Solid-state lithium-metal batteries possess intrinsic advantages in terms of both safety and energy density. However, the fundamental origin of electrochemical lithium deposition heterogeneity in solid-state batteries is much less understood than that in lithium-metal batteries using a liquid electrolyte, partly due to the difficulties of directly mapping lithium-deposition reaction fronts and the associated changes in local stress of the solid-state electrolyte. Here, we trace the evolution of three-dimensional microscopic stress and demonstrate that the stress distribution is rather broad in a garnet solid-state electrolyte during processing and battery cycling using confocal Raman spectroscopy. We further discuss the effect of local stress variations on the overpotential of lithium deposition as the most likely origin of lithium-deposition heterogeneity in garnet systems.

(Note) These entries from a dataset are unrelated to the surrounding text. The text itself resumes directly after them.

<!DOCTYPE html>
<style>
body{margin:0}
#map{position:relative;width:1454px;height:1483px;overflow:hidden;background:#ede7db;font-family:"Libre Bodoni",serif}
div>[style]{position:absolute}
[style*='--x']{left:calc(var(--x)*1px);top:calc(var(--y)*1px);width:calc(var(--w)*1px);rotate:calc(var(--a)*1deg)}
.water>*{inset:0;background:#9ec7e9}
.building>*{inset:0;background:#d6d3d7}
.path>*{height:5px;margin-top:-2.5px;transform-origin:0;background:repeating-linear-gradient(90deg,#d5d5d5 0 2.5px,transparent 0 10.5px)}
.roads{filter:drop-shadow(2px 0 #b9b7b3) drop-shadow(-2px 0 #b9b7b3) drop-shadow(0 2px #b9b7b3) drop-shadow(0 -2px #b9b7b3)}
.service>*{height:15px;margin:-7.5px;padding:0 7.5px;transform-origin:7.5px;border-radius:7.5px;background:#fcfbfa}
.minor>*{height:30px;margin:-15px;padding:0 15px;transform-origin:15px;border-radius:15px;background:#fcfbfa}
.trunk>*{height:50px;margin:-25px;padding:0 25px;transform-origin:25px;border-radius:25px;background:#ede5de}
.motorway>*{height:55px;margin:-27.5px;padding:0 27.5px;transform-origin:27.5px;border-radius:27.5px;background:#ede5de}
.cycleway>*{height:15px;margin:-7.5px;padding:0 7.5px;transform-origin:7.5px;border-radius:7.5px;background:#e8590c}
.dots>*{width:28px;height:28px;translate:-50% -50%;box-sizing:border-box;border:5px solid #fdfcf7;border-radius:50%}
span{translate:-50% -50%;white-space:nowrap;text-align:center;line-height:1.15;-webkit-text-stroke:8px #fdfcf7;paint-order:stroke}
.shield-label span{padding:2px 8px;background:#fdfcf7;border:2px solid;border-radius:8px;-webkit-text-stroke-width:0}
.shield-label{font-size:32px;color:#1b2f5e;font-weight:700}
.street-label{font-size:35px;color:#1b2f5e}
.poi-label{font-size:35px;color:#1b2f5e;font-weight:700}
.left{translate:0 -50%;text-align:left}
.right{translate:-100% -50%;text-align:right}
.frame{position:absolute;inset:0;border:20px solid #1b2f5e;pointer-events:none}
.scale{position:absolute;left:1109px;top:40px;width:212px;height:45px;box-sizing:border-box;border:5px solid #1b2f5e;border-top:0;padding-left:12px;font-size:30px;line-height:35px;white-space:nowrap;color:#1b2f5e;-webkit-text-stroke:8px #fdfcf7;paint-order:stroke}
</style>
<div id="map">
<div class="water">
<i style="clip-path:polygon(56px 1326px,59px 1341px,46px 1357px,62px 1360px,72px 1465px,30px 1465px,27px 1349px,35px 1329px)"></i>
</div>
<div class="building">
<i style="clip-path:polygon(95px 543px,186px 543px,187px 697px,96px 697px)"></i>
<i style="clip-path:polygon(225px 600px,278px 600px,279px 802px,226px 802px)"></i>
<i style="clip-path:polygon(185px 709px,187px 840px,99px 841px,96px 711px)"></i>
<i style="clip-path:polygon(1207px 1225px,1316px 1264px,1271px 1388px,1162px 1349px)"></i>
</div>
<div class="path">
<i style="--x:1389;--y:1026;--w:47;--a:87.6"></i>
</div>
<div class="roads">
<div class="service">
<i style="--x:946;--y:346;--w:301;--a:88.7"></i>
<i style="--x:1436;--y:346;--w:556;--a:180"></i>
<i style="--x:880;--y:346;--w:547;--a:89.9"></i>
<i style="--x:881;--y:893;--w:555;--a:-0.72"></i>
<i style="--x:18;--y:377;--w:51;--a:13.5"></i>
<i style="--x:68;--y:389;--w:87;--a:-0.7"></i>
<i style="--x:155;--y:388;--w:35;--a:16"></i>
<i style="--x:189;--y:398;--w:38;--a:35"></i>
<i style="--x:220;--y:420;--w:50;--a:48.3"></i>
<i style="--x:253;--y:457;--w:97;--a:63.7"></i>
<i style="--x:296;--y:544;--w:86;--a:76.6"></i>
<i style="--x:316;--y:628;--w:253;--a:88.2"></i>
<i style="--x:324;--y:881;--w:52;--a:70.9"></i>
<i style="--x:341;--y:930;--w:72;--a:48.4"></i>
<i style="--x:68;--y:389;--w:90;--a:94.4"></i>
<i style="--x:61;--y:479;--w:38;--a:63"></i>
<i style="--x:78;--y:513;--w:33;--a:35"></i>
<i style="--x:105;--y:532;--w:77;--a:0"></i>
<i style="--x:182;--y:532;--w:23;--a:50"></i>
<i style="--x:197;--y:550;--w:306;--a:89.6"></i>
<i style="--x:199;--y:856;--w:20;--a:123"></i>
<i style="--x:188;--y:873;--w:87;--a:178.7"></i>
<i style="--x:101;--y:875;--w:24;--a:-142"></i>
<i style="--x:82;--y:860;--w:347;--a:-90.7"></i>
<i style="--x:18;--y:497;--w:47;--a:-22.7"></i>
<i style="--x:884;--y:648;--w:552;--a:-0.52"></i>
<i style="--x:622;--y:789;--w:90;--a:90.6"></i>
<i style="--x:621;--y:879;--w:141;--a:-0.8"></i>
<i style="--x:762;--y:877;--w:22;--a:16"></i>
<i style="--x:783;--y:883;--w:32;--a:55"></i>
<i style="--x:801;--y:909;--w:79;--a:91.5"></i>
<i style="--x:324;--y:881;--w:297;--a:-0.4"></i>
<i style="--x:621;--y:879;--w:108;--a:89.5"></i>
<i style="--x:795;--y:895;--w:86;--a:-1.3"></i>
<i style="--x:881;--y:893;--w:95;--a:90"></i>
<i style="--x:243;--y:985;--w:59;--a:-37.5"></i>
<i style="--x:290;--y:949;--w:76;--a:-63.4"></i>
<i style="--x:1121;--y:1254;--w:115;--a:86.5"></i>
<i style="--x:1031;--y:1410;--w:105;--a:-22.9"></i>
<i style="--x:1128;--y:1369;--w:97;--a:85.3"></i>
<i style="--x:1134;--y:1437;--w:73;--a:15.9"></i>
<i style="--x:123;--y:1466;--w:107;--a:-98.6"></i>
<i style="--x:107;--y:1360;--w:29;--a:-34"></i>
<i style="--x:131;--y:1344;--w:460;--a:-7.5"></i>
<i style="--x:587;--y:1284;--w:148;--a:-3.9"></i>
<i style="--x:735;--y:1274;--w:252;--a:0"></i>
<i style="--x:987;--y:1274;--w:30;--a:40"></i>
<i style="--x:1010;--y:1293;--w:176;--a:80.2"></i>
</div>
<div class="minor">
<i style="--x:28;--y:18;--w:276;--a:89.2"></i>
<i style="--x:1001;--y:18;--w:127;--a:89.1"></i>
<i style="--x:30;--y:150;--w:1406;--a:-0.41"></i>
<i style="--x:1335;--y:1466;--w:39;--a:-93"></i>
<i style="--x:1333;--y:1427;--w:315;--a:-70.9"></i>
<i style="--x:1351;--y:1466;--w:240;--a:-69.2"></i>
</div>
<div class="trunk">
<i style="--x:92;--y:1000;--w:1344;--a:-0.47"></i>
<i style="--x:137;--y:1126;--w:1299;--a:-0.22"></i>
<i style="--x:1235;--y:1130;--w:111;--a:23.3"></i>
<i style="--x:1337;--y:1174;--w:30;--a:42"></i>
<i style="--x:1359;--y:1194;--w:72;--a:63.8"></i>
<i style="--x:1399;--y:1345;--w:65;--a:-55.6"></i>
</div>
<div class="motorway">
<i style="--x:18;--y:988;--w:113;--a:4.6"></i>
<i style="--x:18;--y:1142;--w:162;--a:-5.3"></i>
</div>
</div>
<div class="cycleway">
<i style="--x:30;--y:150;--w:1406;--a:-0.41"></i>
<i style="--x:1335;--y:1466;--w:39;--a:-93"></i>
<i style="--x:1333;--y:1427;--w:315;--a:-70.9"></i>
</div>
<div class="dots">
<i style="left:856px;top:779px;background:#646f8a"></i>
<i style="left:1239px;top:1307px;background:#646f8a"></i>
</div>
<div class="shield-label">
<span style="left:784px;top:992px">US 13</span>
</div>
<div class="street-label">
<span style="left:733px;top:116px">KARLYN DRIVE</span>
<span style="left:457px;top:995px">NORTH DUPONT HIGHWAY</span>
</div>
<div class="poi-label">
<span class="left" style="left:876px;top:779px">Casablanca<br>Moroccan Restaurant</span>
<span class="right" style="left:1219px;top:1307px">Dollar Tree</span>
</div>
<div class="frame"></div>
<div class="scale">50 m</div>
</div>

The ex situ stress-mapping tool developed in this work provides a strong basis for understanding the electromechanical effects, a prerequisite to fully unlock the potential of solid-state lithium-metal batteries. • A method for multi-dimensional microscopic stress mapping is established • Tensile regions are converted to compressive upon extended cycling • Local stress difference and lithium-deposition heterogeneity are quantitatively linked The microscopic correlation between mechanical stress and electrochemical lithium deposition remains elusive when studying the origin of lithium-deposition heterogeneity. Hu et al. gain insights with a newly developed 3D microscopic stress mapping method.